A pioneer member of the LKCMedicine faculty, Prof Augustine will bring his previous research experience to bear on this project. He studied the synapses of frogs and horse-shoe crabs as a graduate student at the University of Maryland, and squid giant neurons while holding a postdoctoral position at UCLA. He moved on to studying the calcium channels in squid at USC and followed on by joining the Erwin Neher-Bert Sakmann 1991 Nobel Prizewinning team at Max Planck Institute that discovered the function of single ion channels in the brain. He rose through the ranks at Duke to gain the GB Geller Professor of Neurobiology chair, where
he switched from using squid to mice as study subjects, and moved on from single cell research to whole brain circuits.
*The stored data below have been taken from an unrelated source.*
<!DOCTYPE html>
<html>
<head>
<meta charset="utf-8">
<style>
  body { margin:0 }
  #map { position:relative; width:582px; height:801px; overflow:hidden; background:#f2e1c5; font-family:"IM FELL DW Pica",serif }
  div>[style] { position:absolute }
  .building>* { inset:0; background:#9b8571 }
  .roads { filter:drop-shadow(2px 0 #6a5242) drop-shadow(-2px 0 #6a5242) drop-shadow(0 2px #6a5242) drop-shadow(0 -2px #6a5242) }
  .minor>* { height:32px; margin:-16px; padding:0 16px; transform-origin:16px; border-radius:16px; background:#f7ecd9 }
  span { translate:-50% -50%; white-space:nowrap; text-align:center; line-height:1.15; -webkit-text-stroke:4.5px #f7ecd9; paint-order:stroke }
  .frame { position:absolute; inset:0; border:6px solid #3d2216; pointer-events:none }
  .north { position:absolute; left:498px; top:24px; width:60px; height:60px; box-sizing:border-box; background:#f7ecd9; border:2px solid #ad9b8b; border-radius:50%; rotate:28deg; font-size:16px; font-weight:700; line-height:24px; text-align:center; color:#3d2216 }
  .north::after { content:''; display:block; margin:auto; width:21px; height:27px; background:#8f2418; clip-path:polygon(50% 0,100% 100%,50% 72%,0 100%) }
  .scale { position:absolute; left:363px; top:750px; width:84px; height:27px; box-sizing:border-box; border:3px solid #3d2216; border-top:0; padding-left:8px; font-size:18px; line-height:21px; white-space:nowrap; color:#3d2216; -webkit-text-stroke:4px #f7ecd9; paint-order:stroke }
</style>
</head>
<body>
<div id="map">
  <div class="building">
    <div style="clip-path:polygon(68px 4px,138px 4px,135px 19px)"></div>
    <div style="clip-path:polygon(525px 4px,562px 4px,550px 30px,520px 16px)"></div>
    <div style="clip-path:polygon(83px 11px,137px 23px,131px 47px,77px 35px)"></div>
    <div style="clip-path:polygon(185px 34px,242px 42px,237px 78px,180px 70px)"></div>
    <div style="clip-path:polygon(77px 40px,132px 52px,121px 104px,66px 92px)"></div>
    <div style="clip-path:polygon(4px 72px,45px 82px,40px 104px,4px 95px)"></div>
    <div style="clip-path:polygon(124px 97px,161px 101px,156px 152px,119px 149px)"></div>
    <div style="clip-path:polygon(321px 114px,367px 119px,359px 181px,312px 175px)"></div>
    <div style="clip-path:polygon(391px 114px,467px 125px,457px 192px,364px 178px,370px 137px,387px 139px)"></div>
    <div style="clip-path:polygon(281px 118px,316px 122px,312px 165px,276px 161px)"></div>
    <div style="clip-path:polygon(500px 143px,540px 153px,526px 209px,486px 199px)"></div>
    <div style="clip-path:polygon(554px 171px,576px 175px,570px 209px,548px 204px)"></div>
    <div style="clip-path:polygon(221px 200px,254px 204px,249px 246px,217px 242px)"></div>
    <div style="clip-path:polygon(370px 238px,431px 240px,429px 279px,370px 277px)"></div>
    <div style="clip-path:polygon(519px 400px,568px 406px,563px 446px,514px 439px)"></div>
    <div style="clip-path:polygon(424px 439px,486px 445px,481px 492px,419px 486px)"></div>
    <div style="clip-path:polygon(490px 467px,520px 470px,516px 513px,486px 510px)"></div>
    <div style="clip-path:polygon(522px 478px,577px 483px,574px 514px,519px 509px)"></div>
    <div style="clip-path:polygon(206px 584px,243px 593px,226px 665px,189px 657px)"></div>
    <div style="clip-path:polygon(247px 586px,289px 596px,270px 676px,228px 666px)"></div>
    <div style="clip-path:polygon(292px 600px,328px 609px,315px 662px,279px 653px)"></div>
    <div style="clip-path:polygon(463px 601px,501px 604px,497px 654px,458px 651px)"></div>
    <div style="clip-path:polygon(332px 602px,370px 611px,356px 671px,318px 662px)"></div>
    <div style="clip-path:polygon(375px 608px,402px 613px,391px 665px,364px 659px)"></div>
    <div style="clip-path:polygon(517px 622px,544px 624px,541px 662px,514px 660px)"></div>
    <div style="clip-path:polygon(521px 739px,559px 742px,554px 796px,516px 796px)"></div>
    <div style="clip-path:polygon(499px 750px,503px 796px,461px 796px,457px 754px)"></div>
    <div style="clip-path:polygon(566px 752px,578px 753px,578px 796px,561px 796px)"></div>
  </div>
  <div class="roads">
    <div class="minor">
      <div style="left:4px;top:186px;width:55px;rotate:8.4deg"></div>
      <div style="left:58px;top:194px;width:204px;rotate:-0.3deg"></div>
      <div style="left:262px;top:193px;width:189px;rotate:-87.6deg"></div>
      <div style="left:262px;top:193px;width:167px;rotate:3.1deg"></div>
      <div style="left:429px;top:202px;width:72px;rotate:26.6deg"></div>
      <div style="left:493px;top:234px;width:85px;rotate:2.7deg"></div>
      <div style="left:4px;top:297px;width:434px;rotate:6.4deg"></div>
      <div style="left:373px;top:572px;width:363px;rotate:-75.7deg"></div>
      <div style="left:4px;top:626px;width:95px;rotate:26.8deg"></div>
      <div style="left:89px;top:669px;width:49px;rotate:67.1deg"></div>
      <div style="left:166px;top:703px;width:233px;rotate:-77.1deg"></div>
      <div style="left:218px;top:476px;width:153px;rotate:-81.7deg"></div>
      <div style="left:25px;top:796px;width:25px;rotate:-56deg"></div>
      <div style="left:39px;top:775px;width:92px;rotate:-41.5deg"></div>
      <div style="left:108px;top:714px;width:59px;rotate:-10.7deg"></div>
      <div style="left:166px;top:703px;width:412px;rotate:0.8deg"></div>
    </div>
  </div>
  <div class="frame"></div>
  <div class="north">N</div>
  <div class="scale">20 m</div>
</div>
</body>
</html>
When Duke-NUS was set up in 2005, he took the opportunity to charge ahead with developing optogenetic technologies while monthly commuting between the two schools for two years.

“The Singapore government has prioritised dementia research, so there’s a national imperative to figure
out how we can help with the dementia epidemic that’s about to hit Singapore,” said Prof Augustine. “The incidence of dementia is expected to quadruple by 2050, which is related to the ageing population.”

Of equal, if not more importance, is the scientific reason for going into dementia research now. “The key breakthrough is the development of optogenetics: to use light to interrogate the function of specific kinds of neurons in the brain,” said Prof Augustine.

Human genetics studies also come into play as they have shown that there are certain genetic mutations that are associated with dementia.

While dementia is a broad category of symptoms ranging from memory loss, declining reasoning, and personality change, the most common form being Alzheimer’s, Prof Augustine’s research will be delving into what goes wrong with the circuitry of the brain in dementia. “We’ve selected three parts of the brain to study – the prefrontal cortex, the hippocampus and the cerebellum – using five mice models: Alzheimer’s,
frontotemporal dementia, Down’s syndrome, Huntington, and possibly stress-related dementia. That’s already a pretty big job for the next five years,” he elaborated.

Prof Augustine also has another objective in mind. He hopes this research can serve as a mechanism for
connecting the neuroscience community of Singapore for more “scientific firepower”, Prof Augustine said, as the majority of investigators are outside of LKCMedicine. “There are very good neuroscientists in Singapore but we’re dispersed. Now we can get them to work together towards a common objective,” he added.

Prof Augustine’s three goals are to identify the circuit defects in the three parts of the brain, determine which are the ones causing dementia and ultimately, what causes the defects. “The third goal is the most ambitious and open-ended, but that’s the most important one when we look into the future beyond our five-year scope, to start fixing dementia,” he said.